Quando olhei a minha volta reparei que estava em uma festa. O salão era enorme e luxuoso e depois que foquei mais atentamente, percebi que era a sala da casa – mansão - de alguém. Havia pessoas por todo o lugar e, ao fundo, uma suave e bela voz feminina cantava acompanhada pelo som do piano afinado.
Cam estava parado ao meu lado e seu rosto era de total tranqüilidade, ele estava até feliz, eu poderia dizer. Foi então que eu me toquei que estávamos bem ali no meio de todas aquelas pessoas e ninguém tinha reparado em nós - ainda.
- Cam, porque ninguém disse nada a nosso respeito? Parece até que não estamos aqui.
- É porque não estamos aqui. – ele respondeu calmamente – Eu sei que você já teve a experiência de viajar no tempo através dos anunciadores, mas hoje eu fiz diferente. Nós estamos apenas observando, não participando... eu não quero que nada seja mudado. – ele acrescentou misteriosamente.
- Ah... – foi tudo o que eu disse, sem entender direito o significado daquilo.
Nesse momento, eu ouvi a voz doce da cantora no fundo do salão subir alguns tons e meu olhar se prendeu nela. Era muito bonita. Seus cabelos eram de um castanho bem claro e brilhante, cortado em chanelzinho, as feições eram finas e a pele bastante alva. No entanto, foram suas roupas que me chamaram mais a atenção. Definitivamente não estávamos no século XXI.
A mulher estava com um vestido preto justo de corte reto que parava na altura do joelho. Não havia decote, mas isso não a impedia de ser atraente. Vários cordões longos de pérolas pendiam do pescoço e a cabeça estava ornamentada com um lindo e justo chapéu combinando. Luvas brancas cobriam-lhe das mãos aos cotovelos e o batom vermelho completava o look. Eu então reparei na vestimenta dos outros presentes e eram basicamente o mesmo estilo, apenas com pequenas variações pela parte feminina; e quanto aos homens, usavam uma espécie de fraque, bastante elegante. Era uma festa requintada que me pareceu dos anos 20 ou 30, sei lá.

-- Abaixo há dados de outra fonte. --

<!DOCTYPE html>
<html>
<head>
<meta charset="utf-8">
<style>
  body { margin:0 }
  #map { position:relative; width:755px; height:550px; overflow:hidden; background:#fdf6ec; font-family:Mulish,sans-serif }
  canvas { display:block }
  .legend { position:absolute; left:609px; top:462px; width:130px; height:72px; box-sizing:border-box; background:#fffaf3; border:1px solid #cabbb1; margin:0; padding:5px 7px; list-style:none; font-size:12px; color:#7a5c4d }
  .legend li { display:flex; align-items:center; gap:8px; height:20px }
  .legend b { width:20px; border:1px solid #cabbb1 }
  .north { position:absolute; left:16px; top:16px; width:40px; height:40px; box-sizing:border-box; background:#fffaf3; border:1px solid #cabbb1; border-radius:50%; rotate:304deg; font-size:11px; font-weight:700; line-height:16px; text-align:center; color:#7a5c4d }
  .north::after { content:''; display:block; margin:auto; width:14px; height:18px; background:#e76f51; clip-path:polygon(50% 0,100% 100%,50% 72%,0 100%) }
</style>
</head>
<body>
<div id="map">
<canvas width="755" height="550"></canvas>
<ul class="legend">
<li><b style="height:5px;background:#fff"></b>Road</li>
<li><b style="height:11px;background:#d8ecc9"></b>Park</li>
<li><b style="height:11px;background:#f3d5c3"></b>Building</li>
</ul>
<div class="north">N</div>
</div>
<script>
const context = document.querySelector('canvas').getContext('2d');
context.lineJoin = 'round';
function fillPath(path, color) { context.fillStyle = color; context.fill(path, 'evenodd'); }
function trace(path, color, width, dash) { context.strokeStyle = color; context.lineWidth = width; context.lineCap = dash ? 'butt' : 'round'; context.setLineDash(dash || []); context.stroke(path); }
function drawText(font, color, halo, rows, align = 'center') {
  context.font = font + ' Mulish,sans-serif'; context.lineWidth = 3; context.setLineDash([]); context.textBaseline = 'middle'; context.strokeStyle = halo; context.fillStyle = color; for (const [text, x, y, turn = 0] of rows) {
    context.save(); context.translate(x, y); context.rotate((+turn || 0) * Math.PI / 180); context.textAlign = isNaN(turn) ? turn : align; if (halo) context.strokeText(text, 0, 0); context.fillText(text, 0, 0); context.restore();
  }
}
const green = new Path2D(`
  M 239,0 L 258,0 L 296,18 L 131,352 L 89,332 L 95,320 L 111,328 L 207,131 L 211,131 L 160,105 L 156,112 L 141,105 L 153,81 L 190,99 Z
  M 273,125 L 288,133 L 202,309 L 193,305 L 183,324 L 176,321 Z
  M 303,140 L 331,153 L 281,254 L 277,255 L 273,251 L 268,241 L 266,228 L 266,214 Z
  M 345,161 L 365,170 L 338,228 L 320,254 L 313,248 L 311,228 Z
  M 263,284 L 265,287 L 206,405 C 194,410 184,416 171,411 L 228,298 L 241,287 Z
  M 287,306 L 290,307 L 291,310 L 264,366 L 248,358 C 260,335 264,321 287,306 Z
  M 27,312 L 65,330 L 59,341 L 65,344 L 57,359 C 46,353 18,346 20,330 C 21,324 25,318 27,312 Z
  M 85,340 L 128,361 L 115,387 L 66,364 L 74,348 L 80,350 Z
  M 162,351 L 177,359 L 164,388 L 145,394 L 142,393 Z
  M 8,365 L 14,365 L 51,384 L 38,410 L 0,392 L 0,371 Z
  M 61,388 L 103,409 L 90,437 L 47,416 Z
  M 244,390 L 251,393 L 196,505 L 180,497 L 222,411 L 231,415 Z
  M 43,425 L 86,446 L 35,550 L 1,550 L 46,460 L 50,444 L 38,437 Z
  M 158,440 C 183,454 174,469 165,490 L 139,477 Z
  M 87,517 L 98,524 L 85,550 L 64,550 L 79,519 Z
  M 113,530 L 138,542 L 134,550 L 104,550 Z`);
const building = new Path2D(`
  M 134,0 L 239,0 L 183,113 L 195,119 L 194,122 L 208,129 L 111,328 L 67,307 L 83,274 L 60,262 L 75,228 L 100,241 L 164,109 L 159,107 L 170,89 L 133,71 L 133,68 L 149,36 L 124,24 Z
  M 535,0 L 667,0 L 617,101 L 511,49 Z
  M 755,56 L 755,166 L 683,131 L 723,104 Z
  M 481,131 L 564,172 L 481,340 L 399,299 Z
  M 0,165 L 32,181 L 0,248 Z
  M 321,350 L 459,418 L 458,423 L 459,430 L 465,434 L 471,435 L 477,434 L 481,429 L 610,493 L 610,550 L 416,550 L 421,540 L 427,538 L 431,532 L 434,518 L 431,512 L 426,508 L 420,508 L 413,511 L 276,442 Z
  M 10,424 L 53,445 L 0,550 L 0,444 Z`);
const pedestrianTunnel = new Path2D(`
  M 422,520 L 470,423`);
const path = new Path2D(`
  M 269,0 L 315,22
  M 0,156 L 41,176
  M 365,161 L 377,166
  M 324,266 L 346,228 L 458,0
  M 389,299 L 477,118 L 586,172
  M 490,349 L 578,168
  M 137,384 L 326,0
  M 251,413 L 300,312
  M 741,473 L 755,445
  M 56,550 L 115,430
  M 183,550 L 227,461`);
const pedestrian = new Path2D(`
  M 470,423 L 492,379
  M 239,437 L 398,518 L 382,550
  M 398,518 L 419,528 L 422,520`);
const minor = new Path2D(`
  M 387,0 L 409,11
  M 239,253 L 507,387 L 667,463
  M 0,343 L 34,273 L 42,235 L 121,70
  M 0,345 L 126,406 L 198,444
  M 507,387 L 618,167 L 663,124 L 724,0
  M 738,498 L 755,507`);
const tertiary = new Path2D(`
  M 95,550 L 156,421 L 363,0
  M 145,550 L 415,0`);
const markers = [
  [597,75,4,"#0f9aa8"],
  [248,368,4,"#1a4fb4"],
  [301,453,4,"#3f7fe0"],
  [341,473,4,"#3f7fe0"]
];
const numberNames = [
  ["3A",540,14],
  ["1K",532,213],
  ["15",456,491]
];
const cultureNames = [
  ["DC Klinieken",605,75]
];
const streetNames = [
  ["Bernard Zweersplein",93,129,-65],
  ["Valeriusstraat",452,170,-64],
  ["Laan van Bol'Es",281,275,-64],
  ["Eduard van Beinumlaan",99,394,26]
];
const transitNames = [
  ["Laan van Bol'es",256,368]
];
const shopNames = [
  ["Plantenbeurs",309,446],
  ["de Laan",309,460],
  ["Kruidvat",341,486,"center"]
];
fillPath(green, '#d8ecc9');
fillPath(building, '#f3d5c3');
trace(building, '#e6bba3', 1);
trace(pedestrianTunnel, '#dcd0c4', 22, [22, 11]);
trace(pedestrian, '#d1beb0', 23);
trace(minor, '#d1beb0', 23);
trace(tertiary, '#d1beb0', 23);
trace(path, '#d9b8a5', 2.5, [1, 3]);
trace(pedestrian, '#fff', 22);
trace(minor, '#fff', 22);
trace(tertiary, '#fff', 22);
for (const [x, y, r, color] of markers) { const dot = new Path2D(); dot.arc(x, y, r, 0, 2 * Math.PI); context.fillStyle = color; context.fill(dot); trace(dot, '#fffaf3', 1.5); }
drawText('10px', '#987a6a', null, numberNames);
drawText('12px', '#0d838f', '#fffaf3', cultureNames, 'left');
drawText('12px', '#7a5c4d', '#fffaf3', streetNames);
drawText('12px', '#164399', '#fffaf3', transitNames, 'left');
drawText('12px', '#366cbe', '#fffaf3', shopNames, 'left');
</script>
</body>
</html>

- Em que ano estamos? – perguntei a Cam, que ainda estava com um olhar vago e distante.
- 1924.
- Nossa. – respondi.
- Vamos ver onde você está. – ele disse andando em direção a uma grande porta de vidro próxima de nós.
A porta dava para um imenso jardim e a festa se estendia por ele. No gramado recém-aparado haviam bancos brancos de ferro e muitas floreiras. Nós passávamos pelas pessoas e eu estava deslumbrada pela beleza do local e pela elegância de todos. As conversas se mantinham em
um tom educado e eu me sentia dentro de um filme antigo. A sensação que eu tinha era que a qualquer momento alguém levantaria e gritaria “Corta!”, tipo aqueles diretores de Hollywood.
Nós avançamos através do jardim, que começou a ficar cada vez mais deserto e a doce voz que preenchia o ambiente já não era mais ouvida. O céu estava límpido e a luz da lua cheia irradiava sobre nós.
De repente, Cam parou de andar e eu me postei ao seu lado. Ele estava de frente para o que me pareceu o último banco do jardim, atrás do qual uma moita sem fim servia como cerca, provavelmente para separar o espaço entre as casas vizinhas. Não havia ninguém perto de nós.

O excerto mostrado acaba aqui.